Retirez l’un de ces facteurs, et la situation que nous avons connu ne se serait probablement jamais produite.
Même Michael Burry, l’homme qui avait pointé du doigt initialement les positions vendeuses excessives sur Gamestop a récemment déclaré que l’affaire était devenue « totalement hors de contrôle« .
6/ Ne cherchez pas le prochain Gamestop
Les articles abondent déjà dans le sillage de la situation de ces dernières semaines « Le prochain Gamestop« , « 5 valeurs lourdement shortées« , « L’argent sera-t-il prochain Gamestop?« .
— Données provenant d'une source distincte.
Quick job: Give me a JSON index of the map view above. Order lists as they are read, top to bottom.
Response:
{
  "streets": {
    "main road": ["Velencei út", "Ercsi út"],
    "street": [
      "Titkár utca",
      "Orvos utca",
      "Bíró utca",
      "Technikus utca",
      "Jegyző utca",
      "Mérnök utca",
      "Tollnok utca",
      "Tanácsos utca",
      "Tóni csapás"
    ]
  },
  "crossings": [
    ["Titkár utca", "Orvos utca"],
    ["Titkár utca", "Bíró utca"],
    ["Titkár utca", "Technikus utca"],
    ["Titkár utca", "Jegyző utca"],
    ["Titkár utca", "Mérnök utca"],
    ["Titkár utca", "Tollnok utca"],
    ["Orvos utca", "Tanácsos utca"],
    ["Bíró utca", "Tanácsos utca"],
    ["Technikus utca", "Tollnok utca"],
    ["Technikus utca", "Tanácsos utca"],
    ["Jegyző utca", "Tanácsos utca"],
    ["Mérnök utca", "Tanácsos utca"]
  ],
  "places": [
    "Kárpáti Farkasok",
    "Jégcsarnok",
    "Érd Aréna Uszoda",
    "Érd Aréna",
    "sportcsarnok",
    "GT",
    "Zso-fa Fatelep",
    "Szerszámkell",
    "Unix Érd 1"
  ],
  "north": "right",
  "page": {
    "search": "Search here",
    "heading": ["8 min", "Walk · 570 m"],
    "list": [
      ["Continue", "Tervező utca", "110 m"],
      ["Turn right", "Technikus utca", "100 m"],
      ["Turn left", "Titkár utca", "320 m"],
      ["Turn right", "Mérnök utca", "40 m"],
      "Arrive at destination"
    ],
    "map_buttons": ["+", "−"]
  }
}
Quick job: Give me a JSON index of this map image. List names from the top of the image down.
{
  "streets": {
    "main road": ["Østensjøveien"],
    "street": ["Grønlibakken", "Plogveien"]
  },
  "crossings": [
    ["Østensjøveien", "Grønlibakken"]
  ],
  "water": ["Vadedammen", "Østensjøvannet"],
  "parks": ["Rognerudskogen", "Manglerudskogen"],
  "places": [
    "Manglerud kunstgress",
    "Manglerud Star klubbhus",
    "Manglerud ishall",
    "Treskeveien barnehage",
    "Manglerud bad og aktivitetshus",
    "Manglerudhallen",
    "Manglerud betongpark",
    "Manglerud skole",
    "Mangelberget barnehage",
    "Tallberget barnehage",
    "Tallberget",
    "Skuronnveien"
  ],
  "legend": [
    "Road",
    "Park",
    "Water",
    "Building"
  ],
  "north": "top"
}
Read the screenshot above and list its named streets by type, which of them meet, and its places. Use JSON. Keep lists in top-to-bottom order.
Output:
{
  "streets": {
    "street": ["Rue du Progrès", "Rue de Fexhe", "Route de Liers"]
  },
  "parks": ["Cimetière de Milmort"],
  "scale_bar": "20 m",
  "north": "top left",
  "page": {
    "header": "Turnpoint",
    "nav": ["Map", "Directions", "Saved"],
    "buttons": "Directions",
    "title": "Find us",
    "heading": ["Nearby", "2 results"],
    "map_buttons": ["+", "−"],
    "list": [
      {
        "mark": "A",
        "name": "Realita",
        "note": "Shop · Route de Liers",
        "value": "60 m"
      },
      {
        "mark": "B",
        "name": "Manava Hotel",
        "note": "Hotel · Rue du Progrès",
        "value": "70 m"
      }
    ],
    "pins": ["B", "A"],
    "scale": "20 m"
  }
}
Comme nous l’avons vu dans le point précédent : ce qui s’est passé sur Gamestop était très improbable, et a laissé beaucoup de spéculateurs « sur le carreau » (même en étant du bon coté du trade) du fait de contraintes techniques.
Même Michael Burry n’avait pas placé tout son fonds sur Gamestop, et a vendu l’essentiel de sa position bien avant l’envolée finale. Les pros savent bien qu’être capable de constater d’une anomalie sur les marchés, et être certain de pouvoir en tirer un profit sont 2 choses très différentes.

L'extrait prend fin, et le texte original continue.